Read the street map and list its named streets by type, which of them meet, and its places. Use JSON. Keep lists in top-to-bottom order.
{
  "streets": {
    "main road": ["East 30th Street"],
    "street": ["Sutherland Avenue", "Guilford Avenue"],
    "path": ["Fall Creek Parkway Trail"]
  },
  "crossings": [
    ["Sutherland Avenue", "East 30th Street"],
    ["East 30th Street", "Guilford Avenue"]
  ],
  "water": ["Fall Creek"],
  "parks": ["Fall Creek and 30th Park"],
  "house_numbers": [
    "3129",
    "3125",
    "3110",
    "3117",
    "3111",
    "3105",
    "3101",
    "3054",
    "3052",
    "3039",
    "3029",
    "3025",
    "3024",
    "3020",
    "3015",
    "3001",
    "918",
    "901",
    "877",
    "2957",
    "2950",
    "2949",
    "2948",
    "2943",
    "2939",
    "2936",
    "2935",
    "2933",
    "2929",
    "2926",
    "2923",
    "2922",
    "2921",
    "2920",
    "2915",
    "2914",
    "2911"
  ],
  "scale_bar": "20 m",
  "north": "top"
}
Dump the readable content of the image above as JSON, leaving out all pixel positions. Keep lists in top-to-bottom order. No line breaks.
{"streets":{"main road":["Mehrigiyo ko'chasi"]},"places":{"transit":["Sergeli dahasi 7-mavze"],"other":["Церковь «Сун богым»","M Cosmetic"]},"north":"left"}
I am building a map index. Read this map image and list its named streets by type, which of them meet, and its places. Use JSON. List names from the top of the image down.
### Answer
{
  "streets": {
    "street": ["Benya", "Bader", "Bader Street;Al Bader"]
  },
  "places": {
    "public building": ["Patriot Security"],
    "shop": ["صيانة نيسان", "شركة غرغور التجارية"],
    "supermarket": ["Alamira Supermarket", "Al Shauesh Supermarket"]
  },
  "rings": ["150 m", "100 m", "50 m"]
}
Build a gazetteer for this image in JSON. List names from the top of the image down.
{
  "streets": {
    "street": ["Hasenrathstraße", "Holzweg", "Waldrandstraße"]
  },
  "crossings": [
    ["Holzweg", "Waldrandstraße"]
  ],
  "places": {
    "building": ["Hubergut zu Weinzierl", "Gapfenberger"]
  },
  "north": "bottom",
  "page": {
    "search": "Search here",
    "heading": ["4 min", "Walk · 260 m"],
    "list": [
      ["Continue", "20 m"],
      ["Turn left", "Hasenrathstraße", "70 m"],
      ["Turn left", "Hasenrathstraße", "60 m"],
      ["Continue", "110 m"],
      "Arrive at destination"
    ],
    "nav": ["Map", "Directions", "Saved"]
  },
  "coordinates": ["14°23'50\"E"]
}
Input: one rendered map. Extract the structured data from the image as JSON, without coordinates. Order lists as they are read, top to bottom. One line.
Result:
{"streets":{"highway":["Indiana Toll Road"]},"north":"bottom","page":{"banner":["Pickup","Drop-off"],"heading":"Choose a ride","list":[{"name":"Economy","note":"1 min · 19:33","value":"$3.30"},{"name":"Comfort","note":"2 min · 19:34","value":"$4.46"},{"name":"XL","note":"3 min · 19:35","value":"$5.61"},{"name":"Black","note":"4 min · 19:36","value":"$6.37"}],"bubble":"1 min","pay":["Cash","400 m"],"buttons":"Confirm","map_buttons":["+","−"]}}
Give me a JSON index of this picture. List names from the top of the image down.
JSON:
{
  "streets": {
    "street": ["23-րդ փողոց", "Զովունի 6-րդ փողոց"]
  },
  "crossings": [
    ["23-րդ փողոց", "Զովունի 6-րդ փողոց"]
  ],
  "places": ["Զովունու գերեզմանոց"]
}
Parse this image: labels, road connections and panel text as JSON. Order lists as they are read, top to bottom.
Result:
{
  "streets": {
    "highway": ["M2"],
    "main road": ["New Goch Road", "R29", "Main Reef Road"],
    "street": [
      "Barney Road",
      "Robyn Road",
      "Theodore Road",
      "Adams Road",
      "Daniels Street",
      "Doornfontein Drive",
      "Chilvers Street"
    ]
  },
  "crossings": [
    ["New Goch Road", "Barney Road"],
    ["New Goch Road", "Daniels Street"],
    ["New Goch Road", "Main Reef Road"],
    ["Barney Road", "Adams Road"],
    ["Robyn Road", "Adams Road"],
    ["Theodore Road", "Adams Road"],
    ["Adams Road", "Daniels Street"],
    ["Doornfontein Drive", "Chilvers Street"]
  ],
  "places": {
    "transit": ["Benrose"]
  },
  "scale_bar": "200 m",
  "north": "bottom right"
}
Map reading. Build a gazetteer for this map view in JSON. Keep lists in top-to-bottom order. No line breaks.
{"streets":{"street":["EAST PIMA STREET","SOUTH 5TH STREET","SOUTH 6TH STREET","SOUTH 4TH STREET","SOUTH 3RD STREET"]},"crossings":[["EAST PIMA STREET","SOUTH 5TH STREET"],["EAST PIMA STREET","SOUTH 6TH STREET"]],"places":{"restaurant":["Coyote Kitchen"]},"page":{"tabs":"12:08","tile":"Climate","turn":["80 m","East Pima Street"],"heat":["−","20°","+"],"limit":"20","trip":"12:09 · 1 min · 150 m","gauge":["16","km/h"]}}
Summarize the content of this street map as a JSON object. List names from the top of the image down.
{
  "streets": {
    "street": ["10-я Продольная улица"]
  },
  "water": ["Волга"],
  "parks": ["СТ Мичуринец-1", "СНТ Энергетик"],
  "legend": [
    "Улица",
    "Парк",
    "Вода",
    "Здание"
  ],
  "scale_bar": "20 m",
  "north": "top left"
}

Action item
Every line that contains "they" should be copied out of the data.

Answer area
Input: one rendered map. Extract the structured data from the image as JSON, without coordinates. Order lists as they are read, top to bottom. One line.
Parse this image: labels, road connections and panel text as JSON. Order lists as they are read, top to bottom.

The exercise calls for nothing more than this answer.